Records from a data source:
::::::

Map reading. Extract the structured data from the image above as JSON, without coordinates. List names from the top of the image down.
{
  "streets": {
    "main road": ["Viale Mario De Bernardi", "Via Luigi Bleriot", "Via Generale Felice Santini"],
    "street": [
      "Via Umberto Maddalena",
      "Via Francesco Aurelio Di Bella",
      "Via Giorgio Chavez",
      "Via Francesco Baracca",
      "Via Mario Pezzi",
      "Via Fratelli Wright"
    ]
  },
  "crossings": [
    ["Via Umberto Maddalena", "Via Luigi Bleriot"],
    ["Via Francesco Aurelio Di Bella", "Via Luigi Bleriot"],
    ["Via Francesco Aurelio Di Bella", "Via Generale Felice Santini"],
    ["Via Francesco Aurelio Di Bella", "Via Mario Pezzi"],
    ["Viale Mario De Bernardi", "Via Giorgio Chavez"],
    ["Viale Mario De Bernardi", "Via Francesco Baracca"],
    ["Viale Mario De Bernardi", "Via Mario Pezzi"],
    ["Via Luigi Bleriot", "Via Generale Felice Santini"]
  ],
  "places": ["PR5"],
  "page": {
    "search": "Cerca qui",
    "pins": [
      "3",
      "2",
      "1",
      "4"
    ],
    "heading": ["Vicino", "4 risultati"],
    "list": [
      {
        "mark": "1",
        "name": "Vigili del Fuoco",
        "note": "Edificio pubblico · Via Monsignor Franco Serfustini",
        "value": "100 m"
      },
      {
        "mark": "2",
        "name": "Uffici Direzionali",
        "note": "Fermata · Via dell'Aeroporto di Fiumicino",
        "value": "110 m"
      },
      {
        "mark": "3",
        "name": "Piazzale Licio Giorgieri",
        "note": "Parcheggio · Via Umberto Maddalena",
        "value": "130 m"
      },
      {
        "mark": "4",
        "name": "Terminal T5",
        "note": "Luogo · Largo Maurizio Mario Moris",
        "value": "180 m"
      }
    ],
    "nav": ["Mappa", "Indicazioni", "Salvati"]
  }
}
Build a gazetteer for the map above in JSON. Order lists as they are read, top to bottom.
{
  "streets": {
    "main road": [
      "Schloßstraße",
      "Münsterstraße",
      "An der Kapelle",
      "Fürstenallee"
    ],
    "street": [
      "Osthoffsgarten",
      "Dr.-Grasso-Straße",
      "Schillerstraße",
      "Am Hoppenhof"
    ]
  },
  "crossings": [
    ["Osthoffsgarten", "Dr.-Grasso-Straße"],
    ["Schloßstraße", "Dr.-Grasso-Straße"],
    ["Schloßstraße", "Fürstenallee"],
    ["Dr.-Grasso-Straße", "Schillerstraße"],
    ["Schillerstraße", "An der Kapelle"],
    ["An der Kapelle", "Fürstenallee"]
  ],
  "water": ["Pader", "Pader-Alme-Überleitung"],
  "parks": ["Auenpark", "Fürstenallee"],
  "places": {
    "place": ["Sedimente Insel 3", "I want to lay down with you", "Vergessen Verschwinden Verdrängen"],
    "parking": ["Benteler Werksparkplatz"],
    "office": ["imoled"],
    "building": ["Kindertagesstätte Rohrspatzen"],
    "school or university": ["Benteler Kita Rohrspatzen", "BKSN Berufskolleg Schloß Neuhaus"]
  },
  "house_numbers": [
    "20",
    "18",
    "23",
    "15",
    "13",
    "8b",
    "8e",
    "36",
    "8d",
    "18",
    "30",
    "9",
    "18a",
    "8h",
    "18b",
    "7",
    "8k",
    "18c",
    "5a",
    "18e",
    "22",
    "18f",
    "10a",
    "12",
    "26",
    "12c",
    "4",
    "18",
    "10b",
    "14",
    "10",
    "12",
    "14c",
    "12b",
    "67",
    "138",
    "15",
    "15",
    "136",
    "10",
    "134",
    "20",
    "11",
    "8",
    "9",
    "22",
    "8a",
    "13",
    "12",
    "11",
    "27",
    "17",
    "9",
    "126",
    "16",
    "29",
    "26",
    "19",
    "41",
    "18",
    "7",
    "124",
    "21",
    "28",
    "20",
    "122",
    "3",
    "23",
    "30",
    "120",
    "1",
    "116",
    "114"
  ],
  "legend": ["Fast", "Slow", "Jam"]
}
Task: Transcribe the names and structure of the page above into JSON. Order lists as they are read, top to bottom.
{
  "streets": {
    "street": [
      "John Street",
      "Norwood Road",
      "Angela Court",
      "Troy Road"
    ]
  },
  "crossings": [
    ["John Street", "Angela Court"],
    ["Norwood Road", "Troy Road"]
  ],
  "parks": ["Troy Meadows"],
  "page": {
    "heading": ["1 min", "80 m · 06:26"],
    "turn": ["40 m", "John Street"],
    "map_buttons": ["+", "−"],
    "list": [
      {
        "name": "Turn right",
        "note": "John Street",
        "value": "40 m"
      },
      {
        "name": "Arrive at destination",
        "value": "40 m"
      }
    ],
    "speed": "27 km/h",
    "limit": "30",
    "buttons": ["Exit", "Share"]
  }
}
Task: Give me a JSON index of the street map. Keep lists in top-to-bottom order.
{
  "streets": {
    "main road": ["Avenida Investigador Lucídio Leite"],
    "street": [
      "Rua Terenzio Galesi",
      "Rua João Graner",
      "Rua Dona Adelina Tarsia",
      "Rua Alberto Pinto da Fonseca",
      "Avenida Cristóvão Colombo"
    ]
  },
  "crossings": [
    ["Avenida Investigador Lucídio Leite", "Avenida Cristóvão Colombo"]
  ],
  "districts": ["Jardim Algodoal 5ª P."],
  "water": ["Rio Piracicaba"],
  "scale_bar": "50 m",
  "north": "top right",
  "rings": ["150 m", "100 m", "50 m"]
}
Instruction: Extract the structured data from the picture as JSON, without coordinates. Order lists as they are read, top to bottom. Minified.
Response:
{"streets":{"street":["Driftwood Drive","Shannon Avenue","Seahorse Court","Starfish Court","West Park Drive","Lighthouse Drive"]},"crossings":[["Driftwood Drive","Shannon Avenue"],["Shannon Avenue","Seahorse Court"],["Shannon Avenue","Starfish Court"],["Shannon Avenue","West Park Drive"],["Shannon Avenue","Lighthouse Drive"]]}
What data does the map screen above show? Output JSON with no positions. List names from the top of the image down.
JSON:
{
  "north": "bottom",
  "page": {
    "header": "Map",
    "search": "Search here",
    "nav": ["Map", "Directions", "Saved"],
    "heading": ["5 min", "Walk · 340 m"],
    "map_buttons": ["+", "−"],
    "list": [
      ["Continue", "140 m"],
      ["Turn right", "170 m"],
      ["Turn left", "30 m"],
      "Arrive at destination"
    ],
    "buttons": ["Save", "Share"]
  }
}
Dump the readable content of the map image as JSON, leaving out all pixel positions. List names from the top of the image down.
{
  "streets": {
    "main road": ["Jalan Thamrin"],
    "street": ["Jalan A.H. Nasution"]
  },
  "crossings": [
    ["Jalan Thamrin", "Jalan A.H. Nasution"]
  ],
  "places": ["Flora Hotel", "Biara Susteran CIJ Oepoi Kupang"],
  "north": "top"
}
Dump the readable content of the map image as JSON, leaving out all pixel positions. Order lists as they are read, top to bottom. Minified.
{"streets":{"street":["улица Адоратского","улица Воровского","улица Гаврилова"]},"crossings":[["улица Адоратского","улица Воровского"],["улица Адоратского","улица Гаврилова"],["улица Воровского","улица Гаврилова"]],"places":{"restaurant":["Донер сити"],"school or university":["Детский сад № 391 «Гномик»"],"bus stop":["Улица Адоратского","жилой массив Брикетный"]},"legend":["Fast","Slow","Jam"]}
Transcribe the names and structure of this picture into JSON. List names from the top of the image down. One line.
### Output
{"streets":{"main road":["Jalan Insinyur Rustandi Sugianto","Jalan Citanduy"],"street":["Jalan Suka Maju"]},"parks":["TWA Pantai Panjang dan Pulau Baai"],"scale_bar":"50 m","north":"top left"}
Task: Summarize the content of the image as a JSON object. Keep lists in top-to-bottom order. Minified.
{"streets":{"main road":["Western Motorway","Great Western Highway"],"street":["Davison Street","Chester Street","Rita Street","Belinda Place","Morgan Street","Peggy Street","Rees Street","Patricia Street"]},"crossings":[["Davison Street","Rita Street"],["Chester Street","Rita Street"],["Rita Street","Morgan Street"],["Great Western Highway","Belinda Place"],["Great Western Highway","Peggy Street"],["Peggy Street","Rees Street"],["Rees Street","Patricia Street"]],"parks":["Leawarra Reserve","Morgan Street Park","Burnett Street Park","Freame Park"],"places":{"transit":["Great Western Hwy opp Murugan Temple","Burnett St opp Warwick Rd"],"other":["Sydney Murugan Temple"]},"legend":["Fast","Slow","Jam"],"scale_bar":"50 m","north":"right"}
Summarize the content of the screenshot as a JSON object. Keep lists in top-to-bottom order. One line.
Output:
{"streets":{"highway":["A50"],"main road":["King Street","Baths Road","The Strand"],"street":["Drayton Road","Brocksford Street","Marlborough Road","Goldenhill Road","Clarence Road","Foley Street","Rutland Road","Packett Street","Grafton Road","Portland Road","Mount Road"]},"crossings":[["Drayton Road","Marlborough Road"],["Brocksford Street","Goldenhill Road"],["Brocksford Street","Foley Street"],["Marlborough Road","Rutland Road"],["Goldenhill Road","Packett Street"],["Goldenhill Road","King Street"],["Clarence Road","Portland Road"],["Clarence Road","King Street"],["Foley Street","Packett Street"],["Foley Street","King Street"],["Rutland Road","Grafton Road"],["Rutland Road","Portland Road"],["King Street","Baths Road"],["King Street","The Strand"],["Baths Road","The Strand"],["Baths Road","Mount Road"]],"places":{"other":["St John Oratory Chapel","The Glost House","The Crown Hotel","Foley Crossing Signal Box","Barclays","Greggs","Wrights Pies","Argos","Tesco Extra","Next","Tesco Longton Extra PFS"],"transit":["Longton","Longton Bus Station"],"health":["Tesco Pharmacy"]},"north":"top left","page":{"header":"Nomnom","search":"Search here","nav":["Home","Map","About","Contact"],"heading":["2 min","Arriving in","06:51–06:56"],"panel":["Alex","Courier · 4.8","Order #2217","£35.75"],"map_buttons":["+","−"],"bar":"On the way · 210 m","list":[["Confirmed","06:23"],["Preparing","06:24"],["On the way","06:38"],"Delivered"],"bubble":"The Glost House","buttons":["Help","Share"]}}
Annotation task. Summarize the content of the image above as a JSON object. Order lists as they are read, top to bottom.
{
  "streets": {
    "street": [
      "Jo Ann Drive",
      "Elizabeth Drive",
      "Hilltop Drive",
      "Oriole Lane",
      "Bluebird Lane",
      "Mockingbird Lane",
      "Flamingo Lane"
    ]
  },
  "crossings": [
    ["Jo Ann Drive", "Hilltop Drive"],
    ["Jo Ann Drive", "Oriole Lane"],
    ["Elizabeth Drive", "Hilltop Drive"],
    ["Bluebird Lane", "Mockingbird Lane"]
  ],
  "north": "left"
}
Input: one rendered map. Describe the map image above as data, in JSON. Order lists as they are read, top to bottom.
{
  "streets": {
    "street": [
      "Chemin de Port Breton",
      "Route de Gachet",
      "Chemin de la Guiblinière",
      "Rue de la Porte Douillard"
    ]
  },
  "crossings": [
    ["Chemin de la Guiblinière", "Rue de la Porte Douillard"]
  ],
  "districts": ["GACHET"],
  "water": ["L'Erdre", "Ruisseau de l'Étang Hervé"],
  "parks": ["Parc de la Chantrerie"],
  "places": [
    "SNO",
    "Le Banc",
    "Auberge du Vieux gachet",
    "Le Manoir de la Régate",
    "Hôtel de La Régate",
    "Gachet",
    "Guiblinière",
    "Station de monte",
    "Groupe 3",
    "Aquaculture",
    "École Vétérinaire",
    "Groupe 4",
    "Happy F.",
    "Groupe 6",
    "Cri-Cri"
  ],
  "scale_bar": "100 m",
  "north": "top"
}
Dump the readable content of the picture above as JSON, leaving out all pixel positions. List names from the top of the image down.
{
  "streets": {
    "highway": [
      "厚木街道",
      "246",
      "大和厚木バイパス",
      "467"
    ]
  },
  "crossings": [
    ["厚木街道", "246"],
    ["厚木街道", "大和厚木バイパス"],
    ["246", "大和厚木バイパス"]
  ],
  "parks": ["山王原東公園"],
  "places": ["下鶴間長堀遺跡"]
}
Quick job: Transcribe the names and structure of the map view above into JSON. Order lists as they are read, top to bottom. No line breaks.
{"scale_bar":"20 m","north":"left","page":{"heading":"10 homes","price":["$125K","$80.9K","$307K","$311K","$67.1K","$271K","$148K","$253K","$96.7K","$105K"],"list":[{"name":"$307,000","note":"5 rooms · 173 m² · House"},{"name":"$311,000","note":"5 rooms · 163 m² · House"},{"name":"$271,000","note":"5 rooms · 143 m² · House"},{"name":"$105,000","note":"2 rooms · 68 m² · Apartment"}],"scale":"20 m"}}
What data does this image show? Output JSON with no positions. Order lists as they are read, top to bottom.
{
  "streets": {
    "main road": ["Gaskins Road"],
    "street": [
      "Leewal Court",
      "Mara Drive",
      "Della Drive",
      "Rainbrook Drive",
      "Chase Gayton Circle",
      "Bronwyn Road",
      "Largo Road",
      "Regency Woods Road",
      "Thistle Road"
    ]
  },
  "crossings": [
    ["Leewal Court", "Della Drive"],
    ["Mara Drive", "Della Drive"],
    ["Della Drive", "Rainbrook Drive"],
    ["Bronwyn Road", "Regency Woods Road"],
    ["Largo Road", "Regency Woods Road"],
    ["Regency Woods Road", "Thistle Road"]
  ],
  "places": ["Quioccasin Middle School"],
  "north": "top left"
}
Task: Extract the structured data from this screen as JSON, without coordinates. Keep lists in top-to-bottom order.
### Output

::::::

ACTIVITY:
Nothing should appear in the answer except the lines from the one containing "Task: Extract the" to the end of the data above, reproduced exactly.

WRITTEN ANSWER:
Task: Extract the structured data from this screen as JSON, without coordinates. Keep lists in top-to-bottom order.
### Output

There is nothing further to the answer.